▸ ASSIGNMENT
If a line of the data below holds the string "position", copy it.
****************************************
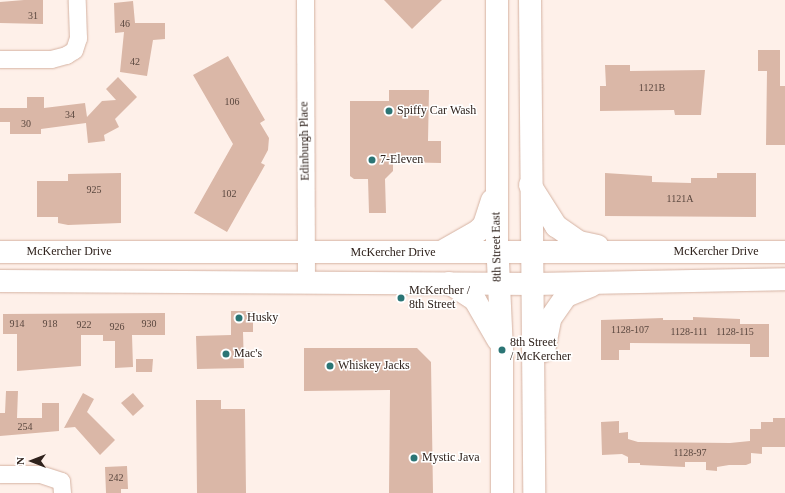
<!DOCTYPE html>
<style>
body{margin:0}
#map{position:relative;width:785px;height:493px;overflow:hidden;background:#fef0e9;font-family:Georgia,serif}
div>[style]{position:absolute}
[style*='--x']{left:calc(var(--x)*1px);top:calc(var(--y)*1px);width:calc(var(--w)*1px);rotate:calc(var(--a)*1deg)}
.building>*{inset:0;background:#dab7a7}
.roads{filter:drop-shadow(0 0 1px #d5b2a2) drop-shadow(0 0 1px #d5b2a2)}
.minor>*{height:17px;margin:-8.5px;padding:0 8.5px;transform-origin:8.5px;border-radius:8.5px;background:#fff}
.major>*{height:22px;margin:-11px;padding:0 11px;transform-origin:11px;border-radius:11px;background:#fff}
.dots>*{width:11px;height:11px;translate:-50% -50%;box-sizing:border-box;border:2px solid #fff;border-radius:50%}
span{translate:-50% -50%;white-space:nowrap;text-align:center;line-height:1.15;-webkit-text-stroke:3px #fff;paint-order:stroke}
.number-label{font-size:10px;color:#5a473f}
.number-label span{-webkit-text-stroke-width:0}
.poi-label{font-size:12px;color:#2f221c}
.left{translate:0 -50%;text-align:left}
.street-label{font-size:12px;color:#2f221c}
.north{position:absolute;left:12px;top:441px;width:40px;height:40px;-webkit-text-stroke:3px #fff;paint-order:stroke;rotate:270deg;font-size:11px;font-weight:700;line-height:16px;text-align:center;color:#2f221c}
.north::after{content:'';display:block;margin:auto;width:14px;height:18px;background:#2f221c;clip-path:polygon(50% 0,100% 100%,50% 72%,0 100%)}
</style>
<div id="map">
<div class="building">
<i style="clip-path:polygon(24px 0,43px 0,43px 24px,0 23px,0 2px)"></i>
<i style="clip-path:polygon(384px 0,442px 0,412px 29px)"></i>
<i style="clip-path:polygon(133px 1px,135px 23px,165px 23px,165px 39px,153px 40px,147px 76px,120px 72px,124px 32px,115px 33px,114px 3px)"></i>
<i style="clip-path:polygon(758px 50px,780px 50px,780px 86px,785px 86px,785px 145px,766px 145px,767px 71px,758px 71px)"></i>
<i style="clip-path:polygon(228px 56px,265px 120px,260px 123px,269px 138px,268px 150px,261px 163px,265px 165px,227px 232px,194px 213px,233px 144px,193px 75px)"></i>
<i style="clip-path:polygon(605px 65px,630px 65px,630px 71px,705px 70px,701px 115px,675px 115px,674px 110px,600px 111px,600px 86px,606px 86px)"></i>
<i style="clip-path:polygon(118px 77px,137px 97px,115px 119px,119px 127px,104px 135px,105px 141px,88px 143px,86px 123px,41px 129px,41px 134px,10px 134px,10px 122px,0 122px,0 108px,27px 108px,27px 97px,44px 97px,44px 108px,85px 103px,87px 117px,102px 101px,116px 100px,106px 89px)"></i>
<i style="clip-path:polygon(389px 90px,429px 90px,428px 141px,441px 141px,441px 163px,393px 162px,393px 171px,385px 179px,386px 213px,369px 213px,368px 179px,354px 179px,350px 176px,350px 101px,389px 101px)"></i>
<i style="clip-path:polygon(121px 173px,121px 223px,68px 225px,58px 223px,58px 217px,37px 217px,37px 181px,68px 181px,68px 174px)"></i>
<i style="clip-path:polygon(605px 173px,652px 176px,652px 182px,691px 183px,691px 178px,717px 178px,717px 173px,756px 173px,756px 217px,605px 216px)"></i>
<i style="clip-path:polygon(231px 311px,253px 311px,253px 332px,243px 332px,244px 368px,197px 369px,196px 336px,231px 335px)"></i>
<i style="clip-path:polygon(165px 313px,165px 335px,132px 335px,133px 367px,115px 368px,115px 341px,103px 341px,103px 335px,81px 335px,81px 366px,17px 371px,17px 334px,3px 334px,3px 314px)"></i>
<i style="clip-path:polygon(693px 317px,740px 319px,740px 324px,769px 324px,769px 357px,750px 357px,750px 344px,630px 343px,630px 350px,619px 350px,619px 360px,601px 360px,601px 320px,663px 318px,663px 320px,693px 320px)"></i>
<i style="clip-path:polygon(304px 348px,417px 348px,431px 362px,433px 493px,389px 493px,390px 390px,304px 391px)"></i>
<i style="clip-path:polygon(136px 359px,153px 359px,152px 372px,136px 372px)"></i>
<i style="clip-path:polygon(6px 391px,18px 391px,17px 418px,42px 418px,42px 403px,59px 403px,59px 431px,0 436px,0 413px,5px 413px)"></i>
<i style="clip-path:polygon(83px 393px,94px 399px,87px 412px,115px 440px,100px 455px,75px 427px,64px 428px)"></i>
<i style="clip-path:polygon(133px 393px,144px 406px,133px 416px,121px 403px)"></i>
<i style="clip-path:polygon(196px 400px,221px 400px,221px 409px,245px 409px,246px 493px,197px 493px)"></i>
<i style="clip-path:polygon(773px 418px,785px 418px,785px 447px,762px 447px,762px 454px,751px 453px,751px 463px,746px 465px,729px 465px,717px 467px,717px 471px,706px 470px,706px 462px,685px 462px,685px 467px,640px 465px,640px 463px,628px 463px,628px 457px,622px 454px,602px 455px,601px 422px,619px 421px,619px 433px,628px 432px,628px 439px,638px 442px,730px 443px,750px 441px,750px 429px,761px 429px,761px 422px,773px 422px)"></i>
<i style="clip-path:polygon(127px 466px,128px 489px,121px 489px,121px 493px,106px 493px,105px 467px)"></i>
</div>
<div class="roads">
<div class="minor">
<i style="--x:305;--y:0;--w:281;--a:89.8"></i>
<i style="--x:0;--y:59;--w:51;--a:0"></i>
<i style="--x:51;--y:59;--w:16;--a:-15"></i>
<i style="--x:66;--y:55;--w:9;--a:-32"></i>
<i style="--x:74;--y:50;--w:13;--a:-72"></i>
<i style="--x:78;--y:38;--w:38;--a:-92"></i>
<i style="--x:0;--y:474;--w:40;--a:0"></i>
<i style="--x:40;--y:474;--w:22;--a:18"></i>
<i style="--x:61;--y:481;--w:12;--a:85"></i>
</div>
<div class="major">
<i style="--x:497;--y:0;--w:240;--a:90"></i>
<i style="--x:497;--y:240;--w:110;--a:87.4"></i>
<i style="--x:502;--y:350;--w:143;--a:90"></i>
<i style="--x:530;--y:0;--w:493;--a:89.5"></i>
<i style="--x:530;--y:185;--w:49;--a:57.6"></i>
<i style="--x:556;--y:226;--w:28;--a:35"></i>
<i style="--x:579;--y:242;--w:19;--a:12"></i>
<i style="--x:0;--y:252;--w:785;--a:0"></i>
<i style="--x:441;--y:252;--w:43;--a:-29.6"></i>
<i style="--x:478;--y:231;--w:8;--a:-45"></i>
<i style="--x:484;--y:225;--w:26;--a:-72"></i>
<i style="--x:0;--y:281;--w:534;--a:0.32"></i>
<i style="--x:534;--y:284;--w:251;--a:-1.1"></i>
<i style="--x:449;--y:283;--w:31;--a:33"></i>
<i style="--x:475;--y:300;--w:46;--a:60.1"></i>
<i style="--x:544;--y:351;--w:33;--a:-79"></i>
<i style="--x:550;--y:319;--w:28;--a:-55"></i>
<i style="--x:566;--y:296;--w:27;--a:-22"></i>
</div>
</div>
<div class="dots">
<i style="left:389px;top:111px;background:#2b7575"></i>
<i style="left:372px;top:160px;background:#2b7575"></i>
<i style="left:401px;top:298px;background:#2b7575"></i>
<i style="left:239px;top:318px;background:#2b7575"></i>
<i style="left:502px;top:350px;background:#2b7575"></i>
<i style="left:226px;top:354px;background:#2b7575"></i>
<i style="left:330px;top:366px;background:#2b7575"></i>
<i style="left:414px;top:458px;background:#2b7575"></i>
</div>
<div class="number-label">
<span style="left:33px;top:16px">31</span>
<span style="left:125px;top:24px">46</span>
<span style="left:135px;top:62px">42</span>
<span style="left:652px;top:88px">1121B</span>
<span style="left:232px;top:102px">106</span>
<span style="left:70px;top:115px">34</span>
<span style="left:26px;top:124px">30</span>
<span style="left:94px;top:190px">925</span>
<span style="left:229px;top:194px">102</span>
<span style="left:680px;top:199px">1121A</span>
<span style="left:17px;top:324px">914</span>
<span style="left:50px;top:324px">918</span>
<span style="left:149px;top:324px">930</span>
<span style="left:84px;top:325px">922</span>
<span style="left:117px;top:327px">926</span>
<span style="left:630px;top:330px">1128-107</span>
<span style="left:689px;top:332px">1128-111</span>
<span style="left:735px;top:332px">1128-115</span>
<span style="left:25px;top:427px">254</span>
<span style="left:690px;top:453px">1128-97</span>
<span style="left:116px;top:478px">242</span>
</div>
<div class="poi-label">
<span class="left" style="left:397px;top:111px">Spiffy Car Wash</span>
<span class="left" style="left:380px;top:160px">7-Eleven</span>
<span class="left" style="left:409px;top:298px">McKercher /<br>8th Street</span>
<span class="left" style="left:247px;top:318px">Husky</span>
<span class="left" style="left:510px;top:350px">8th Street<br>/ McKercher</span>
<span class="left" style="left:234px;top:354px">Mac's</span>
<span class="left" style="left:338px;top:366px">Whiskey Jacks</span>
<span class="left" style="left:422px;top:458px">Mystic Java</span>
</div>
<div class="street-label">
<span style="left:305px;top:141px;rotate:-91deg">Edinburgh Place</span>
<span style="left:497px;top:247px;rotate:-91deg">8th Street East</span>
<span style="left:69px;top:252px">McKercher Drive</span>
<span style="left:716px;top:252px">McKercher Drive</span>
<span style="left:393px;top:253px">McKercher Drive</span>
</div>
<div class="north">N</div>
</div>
****************************************
▸ ANSWER BELOW
#map{position:relative;width:785px;height:493px;overflow:hidden;background:#fef0e9;font-family:Georgia,serif}
div>[style]{position:absolute}
.north{position:absolute;left:12px;top:441px;width:40px;height:40px;-webkit-text-stroke:3px #fff;paint-order:stroke;rotate:270deg;font-size:11px;font-weight:700;line-height:16px;text-align:center;color:#2f221c}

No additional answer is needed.